In Rolls-Royce PLC v PR Chokolade A/S (Case V94/04, April 24 2007), the Maritime and Commercial Court has held a device mark featuring the letters 'P' and 'R' to infringe the famous RR ROLLS ROYCE device mark.

Rolls-Royce PLC and Rolls-Royce Motor Cars Ltd, which have produced and sold cars and airplane engines under the ROLLS-ROYCE trademark for over 100 years, hold rights to the device marks:

  • RR; and

  • RR ROLLS ROYCE, in which the name Rolls appears above the initials while the name Royce appears underneath, the words and letters being framed by a rectangle with rounded corners.

The marks are registered for specific goods in Classes 7 and 12 of the Nice Classification in most countries around the world. They have also been registered as Community trademarks since 1998 and 1999.

Rolls-Royce filed a trademark infringement action against PR Chokolade A/S, a company that imports and produces chocolate upon discovering that PR Chokolade had been using since 1999 a mark consisting of the letters 'P' and 'R' joined together in a rectangle with rounded corners. Above the initials featured the word 'Belgian' while underneath appeared the word 'chocolate'. The device mark was printed on black or brown background using golden letters.

The Maritime and Commercial Court upheld Rolls-Royce's claim. The court accepted Rolls-Royce's survey evidence that its marks are well known. Two surveys carried out in Denmark showed that:

  • 38% of the respondents answered, without prompting, that they knew the mark RR and 82% associated the device mark with Rolls-Royce; and

  • 82% of the respondents said they knew the RR ROLLS ROYCE device mark and 95% of these respondents connected it with cars.

The court noted that Rolls-Royce's marks are associated with prestige, luxury and quality, and accepted that they must be considered to be well known, meaning that it benefited from a broader level of protection.

The court reasoned that, considered as a whole, the only difference between Rolls-Royce's and PR Chokolade's marks - besides the words 'Belgian chocolate' - was the difference between the letters 'R' and 'P'. The court concluded that the marks were confusingly similar and, thus, PR Chokolade's use infringed Rolls-Royce's marks.

Further, the court accepted that even though Rolls-Royce filed its complaint six or seven years after PR Chokolade started using its mark, the action could not be dismissed on the basis of undue delay and laches because Rolls-Royce had taken action as soon as it became aware of PR Chokolade's use of the infringing mark. The court noted that it took a long time for Rolls-Royce to become aware of PR Chokolade's use because its products are sold mainly to businesses as corporate gifts and in specialized shops alongside tobacco and wine products.

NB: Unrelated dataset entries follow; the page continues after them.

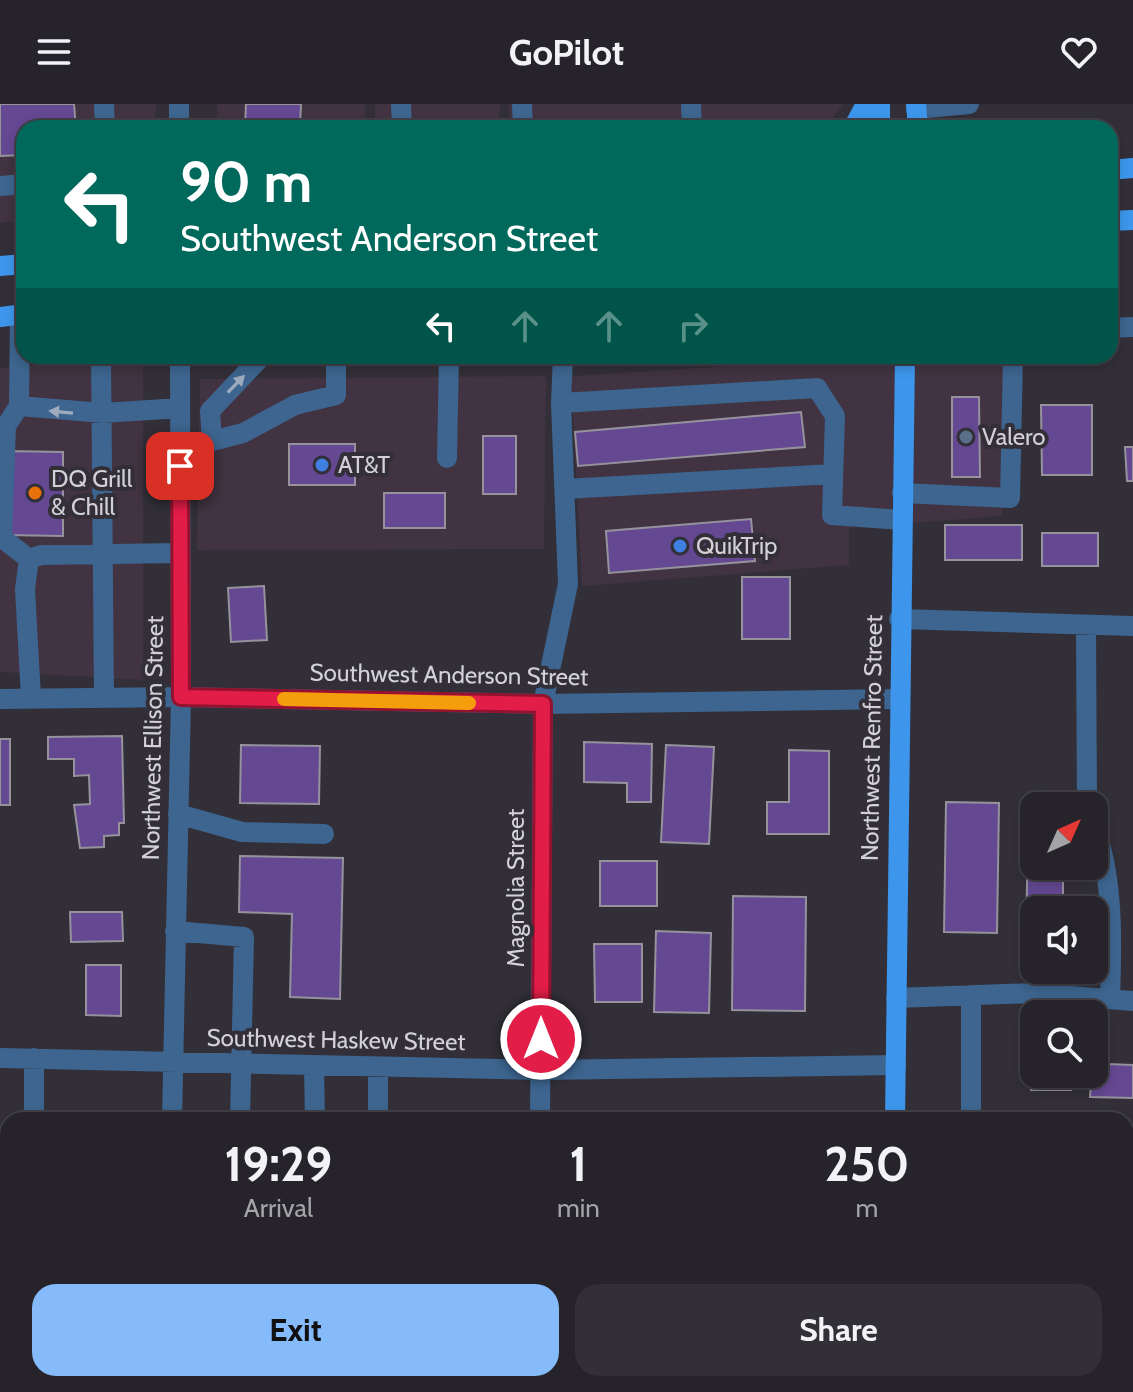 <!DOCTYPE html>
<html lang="en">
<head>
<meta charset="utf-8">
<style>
  :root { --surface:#26232a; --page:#322f36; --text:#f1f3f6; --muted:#a4a4a8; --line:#424047; --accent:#85bbfb }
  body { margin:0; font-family:Cabin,sans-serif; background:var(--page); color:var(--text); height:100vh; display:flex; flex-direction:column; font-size:30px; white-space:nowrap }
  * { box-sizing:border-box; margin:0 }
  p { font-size:26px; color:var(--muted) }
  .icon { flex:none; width:44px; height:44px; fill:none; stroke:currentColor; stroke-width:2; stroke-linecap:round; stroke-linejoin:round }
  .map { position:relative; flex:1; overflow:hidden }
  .side { position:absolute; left:0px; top:1008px; width:1134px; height:280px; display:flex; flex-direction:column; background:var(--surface); border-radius:24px 24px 0 0; box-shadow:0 4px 12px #0003,0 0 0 2px var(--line) }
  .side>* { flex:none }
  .hud { position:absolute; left:16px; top:16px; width:1102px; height:244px; border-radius:24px; box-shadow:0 4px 12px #0003,0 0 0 2px var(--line); background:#00695c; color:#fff; overflow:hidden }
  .needle { width:52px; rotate:45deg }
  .fabs { position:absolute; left:1020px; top:688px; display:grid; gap:16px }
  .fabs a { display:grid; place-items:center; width:88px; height:88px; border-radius:16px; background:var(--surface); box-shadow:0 4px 12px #0003,0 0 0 2px var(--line); font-size:40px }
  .pin { position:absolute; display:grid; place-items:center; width:68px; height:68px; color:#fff; margin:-34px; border-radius:16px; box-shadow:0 4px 12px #0006 }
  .me { position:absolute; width:88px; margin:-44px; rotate:0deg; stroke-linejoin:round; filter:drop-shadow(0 0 6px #0008) }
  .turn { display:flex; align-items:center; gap:28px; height:168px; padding:0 32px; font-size:36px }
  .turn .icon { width:104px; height:104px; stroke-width:2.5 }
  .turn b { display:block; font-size:56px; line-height:68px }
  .lanes { display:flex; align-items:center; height:76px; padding:0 32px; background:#0003; justify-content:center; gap:40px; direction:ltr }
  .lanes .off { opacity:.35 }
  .eta { display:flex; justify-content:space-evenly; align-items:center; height:136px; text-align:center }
  .eta b { font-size:48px; font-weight:700; line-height:56px }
  .action { display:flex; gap:16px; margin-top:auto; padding:16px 32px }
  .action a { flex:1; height:92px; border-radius:24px; background:var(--accent); color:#111; font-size:32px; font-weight:700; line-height:92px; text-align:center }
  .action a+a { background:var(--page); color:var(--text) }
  header { display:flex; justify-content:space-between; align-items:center; height:104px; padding:0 32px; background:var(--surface); font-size:36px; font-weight:700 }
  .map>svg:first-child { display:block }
</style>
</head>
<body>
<header><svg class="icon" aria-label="menu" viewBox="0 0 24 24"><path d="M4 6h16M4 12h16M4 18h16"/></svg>GoPilot<svg class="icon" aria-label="heart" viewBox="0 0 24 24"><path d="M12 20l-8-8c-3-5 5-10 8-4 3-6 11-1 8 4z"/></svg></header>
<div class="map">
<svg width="1133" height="1288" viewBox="0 0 1133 1288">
  <rect width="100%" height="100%" fill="#322f38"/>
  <path fill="#413341" d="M0,0H156L155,24H24V117L0,119Z
    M217,0H365L366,24H218Z
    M375,0H500L499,24H375Z
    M509,0H843L826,24H509Z
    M894,252H1004L1002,412L849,424V461L582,482L571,272Z
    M143,254V576L0,568V264Z
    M546,272L544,445L197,446L200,275Z"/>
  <path fill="#644892" stroke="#95929c" stroke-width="2" d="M0,0H74L76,24H24V51L0,52Z
    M246,0H301L300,24H245Z
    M952,293H979L980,373H952Z
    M1041,301H1092V371H1042Z
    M801,308L805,343L578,362L575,328Z
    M483,332H516V390H483Z
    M289,340H355V381H289Z
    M1125,343H1133V377H1127Z
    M6,347L63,348V432L6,431Z
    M384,389H445V424H384Z
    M751,415L755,457L609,469L606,427Z
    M945,421H1022V456H945Z
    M1042,429H1098V462H1042Z
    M742,473H790V535H742Z
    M264,482L267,536L231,538L228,484Z
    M122,632L124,719H119V731L104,732V743L80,744L74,701L90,700L89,671L74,672V655H48V633Z
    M0,635H10V701H0Z
    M584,638L652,640L651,698H627V679L584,678Z
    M241,641L320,642L319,700L240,699Z
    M666,641L714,643L709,740L661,738Z
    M789,646L829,647V730H767V698H789Z
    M946,698L999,699L997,829L944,828Z
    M1028,721H1034V762H1063V806H1034V840H1026Z
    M240,752L343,754L340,895L290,893L292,810L239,808Z
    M600,757H657V802H600Z
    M733,792L806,793L805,907L732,906Z
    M70,808H122L123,837L71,838Z
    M656,827L711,829L709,909L654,908Z
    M594,840H642V898H595Z
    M86,861H121V912L86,911Z
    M1094,939H1108V960L1133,961V994L1090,993Z
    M1031,952H1034V970H1070L1071,986H1031Z
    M79,1007H119V1016H79Z
    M1126,1158H1133V1235H1126Z
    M0,1206H8V1256H0Z
    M588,1280H831V1288H588Z
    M974,1280H1019V1288H974Z"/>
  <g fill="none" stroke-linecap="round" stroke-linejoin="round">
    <path stroke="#3d658f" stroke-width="20" d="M104,0L105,24
      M179,0V24
      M401,0L402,24
      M522,0L523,24
      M691,0L692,24
      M916,5L969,0
      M0,82L24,80
      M20,210L19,302L6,322L2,434L29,455
      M1110,224L1133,223
      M101,252L104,594
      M262,252L210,307L212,337L243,329L295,301L336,291V252
      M561,299L817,284L835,312L832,411L902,416
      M19,302L103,309L180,304
      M447,354L449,252
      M565,385L833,370
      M902,389L1010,394L1013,252
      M899,515L1133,522
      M1086,521L1087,702
      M31,594L25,485L29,455L41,451L180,449
      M0,595L181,593L543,600L898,595
      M178,710L242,728L324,730
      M1094,722C1114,775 1112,839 1110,895
      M175,827L244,833L240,1016
      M971,891V1016
      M896,894L1034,889L1133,897
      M0,954L541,966L896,961
      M314,962L315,1016
      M378,963V1016
      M34,1016V954
      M172,1016L181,593L180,252
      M540,1016L543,600L568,480L561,299L563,252
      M1126,1111L1133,1110
      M1126,1276H1133
      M241,1280V1288
      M317,1280L318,1288
      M382,1280V1288
      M456,1280L457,1288
      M1029,1280V1288
      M1078,1280L1079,1288
      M171,1288V1280
      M538,1288V1280"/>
    <path stroke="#3d96ec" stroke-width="20" d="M880,0V24
      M916,0L918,24
      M853,24L866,0
      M1110,66L1133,64
      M1110,117L1133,116
      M0,162L24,160
      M0,213L24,210
      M895,1016L905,252
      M897,1280V1288"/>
  </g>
  <defs><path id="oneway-solid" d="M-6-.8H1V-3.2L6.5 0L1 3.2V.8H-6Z" transform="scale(2)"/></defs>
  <g fill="#9eabbe">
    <use href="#oneway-solid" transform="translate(236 280) rotate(-46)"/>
    <use href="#oneway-solid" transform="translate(61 308) rotate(-175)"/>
  </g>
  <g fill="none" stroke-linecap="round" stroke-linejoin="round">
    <defs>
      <path id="route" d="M180,362L181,593L543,600L541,935"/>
    </defs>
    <use href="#route" stroke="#92132f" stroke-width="20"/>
    <use href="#route" stroke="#e11d48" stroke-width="14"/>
    <path stroke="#f59e0b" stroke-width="14" d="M284,595L469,599"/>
  </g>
  <circle fill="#5c6f8a" stroke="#322f38" stroke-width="3" cx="966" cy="333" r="8"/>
  <g fill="#3f7fe0" stroke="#322f38" stroke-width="3">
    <circle cx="322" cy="361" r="8"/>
    <circle cx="680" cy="442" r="8"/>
  </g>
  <circle fill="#e8710a" stroke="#322f38" stroke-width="3" cx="35" cy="389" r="8"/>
  <g text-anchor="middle" stroke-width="8" stroke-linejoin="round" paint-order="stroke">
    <g font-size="24" fill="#d3d1d7" stroke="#322f38" text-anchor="start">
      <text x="982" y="341">Valero</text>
      <text x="338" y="369">AT&amp;T</text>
      <text x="51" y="383">DQ Grill<tspan x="51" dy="28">&amp; Chill</tspan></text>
      <text x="696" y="450">QuikTrip</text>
    </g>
    <g font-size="24" fill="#d3d1d7" stroke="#322f38">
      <text transform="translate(449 571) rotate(1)" y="8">Southwest Anderson Street</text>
      <text transform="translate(153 634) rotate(-89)" y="8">Northwest Ellison Street</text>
      <text transform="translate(872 634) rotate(-89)" y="8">Northwest Renfro Street</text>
      <text transform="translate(516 784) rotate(-90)" y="8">Magnolia Street</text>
      <text transform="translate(336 936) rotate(1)" y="8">Southwest Haskew Street</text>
    </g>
  </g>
</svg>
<div class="fabs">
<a><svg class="needle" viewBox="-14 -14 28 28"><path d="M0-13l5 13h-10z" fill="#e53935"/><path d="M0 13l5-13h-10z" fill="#a4a4a8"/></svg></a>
<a><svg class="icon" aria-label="sound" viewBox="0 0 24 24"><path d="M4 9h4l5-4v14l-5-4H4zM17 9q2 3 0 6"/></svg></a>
<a><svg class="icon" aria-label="search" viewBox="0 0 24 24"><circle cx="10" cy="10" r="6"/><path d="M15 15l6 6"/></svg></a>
</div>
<div class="pin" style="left:180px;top:362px;background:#d93025"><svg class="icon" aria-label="arrive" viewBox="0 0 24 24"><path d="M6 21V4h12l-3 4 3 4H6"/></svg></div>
<svg class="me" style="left:541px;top:935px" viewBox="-20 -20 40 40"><circle r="17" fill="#e11d48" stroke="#fff" stroke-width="3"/><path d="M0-11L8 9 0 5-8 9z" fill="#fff"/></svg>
<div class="hud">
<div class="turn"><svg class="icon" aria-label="left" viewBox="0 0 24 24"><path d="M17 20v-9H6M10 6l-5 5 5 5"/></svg><div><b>90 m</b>Southwest Anderson Street</div></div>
<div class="lanes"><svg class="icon" aria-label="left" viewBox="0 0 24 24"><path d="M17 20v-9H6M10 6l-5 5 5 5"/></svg><svg class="icon off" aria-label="ahead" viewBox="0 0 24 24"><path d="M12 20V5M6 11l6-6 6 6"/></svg><svg class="icon off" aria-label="ahead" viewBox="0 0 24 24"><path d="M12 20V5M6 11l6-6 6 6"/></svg><svg class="icon off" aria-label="right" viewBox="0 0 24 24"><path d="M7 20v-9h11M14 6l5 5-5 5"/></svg></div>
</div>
<section class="side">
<div class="eta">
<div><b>19:29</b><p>Arrival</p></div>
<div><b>1</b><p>min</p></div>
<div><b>250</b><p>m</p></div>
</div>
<div class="action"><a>Exit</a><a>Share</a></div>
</section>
</div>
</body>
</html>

Lastly, the court dismissed the contention by Peter Rasmussen, the founder of PR Chokolade, that he and his wife had designed their mark in 1999 with only a sub-conscious awareness of the RR ROLLS ROYCE marks. The court reasoned that even though Rasmussen may not have copied his logo from a picture of the RR ROLLS ROYCE mark, the fact that he had not taken action to change the mark after customers drew his attention to the fact that the mark was similar to Rolls-Royce's was incriminating.

Accordingly, the court ordered PR Chokolade to pay Rolls-Royce Dkr250,000 (€36,000) in compensation and Dkr125,000 (€19,000) in costs.